He forecast that the Prime Income Fund would still be able to deliver investor returns approaching 4-4.5 per cent for the 2013 full year.
Total assets under administration in the Prime Income Fund currently total $45 million, having increased by $3 million from the $42 million level at end-March 2013.
And, compared to 2012 year-end levels of $35 million, the Prime Income Fund’s assets under administration are up 28.6 per cent or around $10 million to end-September.
“That’s a lot of money going into fixed income without having anything to buy,” Mr Euteneuer reiterated, “and that’s without counting the coupon from the underlying assets.

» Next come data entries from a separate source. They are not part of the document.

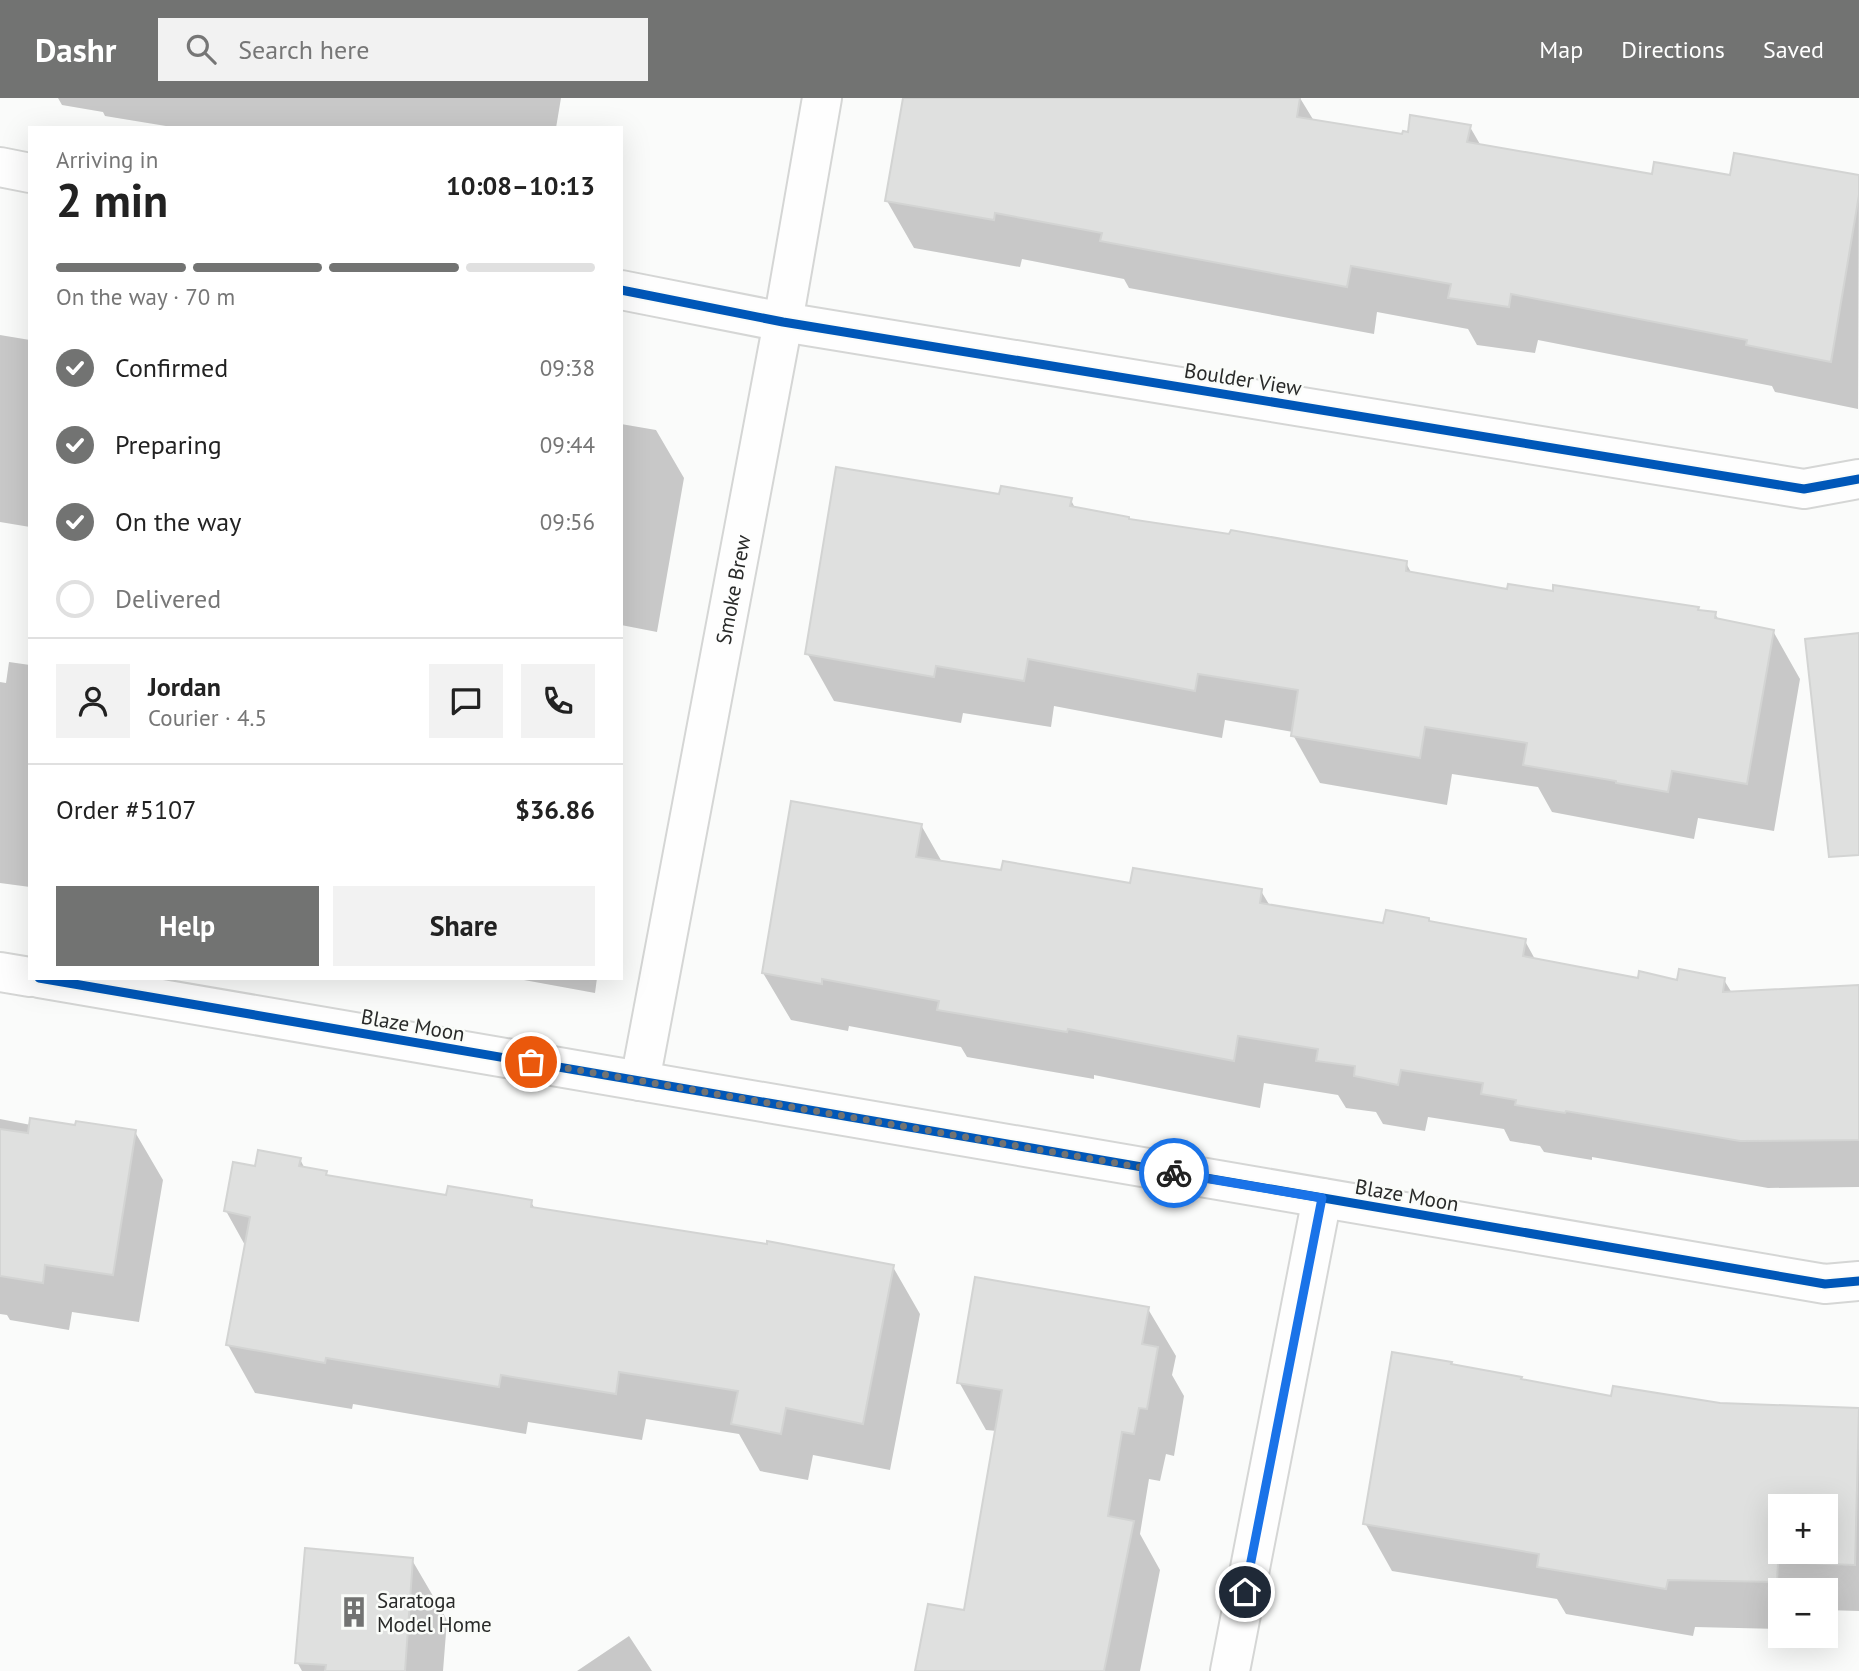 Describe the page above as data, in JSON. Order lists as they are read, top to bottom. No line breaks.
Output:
{"streets":{"street":["Boulder View","Smoke Brew","Blaze Moon"]},"crossings":[["Boulder View","Smoke Brew"],["Smoke Brew","Blaze Moon"]],"places":{"building":["Saratoga Model Home"]},"page":{"header":"Dashr","search":"Search here","nav":["Map","Directions","Saved"],"heading":["2 min","Arriving in","10:08–10:13"],"panel":["Jordan","Courier · 4.5","Order #5107","$36.86"],"bar":"On the way · 70 m","list":[["Confirmed","09:38"],["Preparing","09:44"],["On the way","09:56"],"Delivered"],"buttons":["Help","Share"],"map_buttons":["+","−"]}} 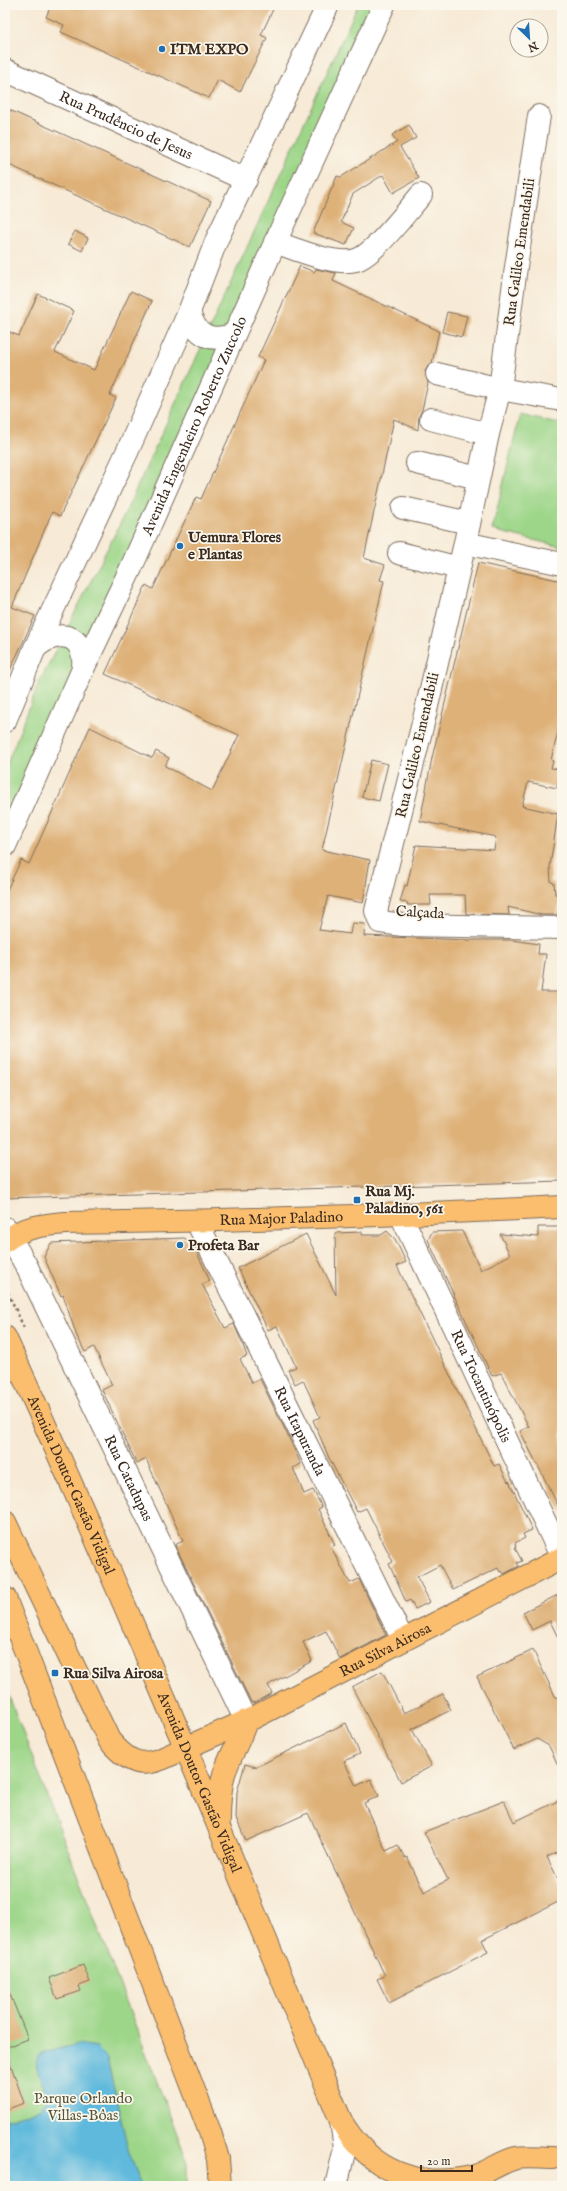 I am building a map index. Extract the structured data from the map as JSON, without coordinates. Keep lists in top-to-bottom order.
{
  "streets": {
    "main road": ["Rua Major Paladino", "Avenida Doutor Gastão Vidigal", "Rua Silva Airosa"],
    "street": [
      "Rua Prudêncio de Jesus",
      "Rua Galileo Emendabili",
      "Avenida Engenheiro Roberto Zuccolo",
      "Rua Tocantinópolis",
      "Rua Itapuranda",
      "Rua Catadupas"
    ]
  },
  "crossings": [
    ["Rua Major Paladino", "Rua Tocantinópolis"],
    ["Rua Major Paladino", "Rua Itapuranda"],
    ["Rua Major Paladino", "Rua Catadupas"],
    ["Rua Tocantinópolis", "Rua Silva Airosa"],
    ["Rua Itapuranda", "Rua Silva Airosa"],
    ["Rua Catadupas", "Rua Silva Airosa"],
    ["Avenida Doutor Gastão Vidigal", "Rua Silva Airosa"]
  ],
  "parks": ["Parque Orlando Villas-Bôas"],
  "places": {
    "other": ["ITM EXPO", "Uemura Flores e Plantas", "Profeta Bar"],
    "transit": ["Rua Mj. Paladino, 561", "Rua Silva Airosa"]
  },
  "scale_bar": "20 m",
  "north": "bottom right"
}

“What do we do with all the cash in the market when there’s nothing to buy? I could think of worse problems.”
Elsewhere, Mr Euteneuer told Tribune Business that the Secured Balanced Fund was “generating a lot of interest and getting regular subscriptions”.
This, he added, had boosted the fund’s assets under management by 45.5 per cent in the first nine months of 2013, compared to year-end 2012 levels, taking the figure from $16.5 million to $24 million.
As for the Targeted Equity Fund, this had “benefited tremendously from the uptick” in the Bahamian equities market. Its assets under management stood at $12 million at end-September 2013, compared to $9.73 million at the 2012 year-end.
“I’m sure we’re not the only ones in the market happy the market has come back to some form of profitability,” Mr Euteneuer said. “I’m sure the other broker/dealers are happy as well.”